COMMONWEALTH COURT OF PENNSYLVANIA


decided: March 13, 1989.

CONDEMNATION OF PROPERTY LOCATED AT 20 WEST MAHONING STREET IN THE BOROUGH OF DANVILLE, OWNED BY RUTH ILES, BY THE COMMONWEALTH OF PENNSYLVANIA AND THE BOROUGH OF DANVILLE, CONDEMNORS. RUTH ILES, APPELLANT
v.
COMMONWEALTH OF PENNSYLVANIA, DEPARTMENT OF TRANSPORTATION, APPELLEE

Appeal from the Order of the Court of Common Pleas of Montour County, in the case of Condemnation of Property located at 20 West Mahoning Street located in the Borough of Danville, owned by Ruth Iles, by the Commonwealth of Pennsylvania and the Borough of Danville v. Commonwealth of Pennsylvania, Department of Transportation, No. 492-1981.

COUNSEL

Robert A. Schwartz, with him, John A. Mihalik, Hummel, James & Mihalik, for appellant.

Daniel L. Sullivan, Shearer, Mette, Evans & Woodside, for appellee, Borough of Danville.

William J. Cressler, Assistant Counsel, for appellee, Department of Transportation.

Judges Palladino and Smith, and Senior Judge Barbieri, sitting as a panel of three. Opinion by Judge Smith. Judge MacPhail did not participate in the decision in this case.

Author: Smith

[ 124 Pa. Commw. Page 159]

Appellant Ruth Iles (Iles) appeals from the order of the Court of Common Pleas of Montour County which sustained preliminary objections raised by Appellees Borough of Danville (Borough) and the Pennsylvania Department of Transportation (DOT) to Iles' petition for appointment of viewers pursuant to Section 502(e) of the

[ 124 Pa. Commw. Page 160]

Eminent Domain Code.*fn1 The sole issue presented for review is whether the trial court erred in finding that Iles failed to establish a de facto taking.
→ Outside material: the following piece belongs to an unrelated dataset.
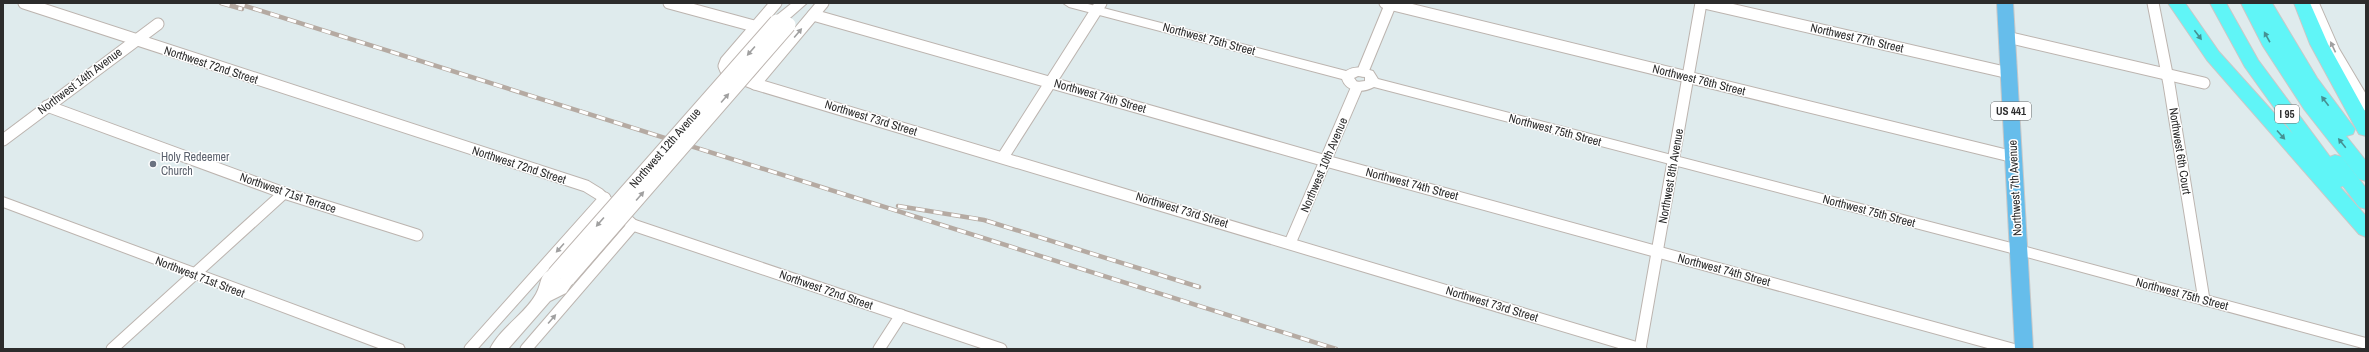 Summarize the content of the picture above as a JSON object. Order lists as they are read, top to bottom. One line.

Iles, a Borough property owner, petitioned the trial court for appointment of viewers, seeking just compensation for damages allegedly caused by Appellees' actions. Iles contended that subsurface vehicular vibrations generated by a substantial increase in traffic travelling through the intersection adjacent to her premises*fn2 caused irreparable structural damage sufficient to render her premises uninhabitable. Iles further contended that the substantial increase in traffic resulted from Appellees' road construction activities and that defective road surface grading by the Borough resulted in formation of a bump in the subject intersection which enhanced the vibrations generated by vehicles travelling through the intersection.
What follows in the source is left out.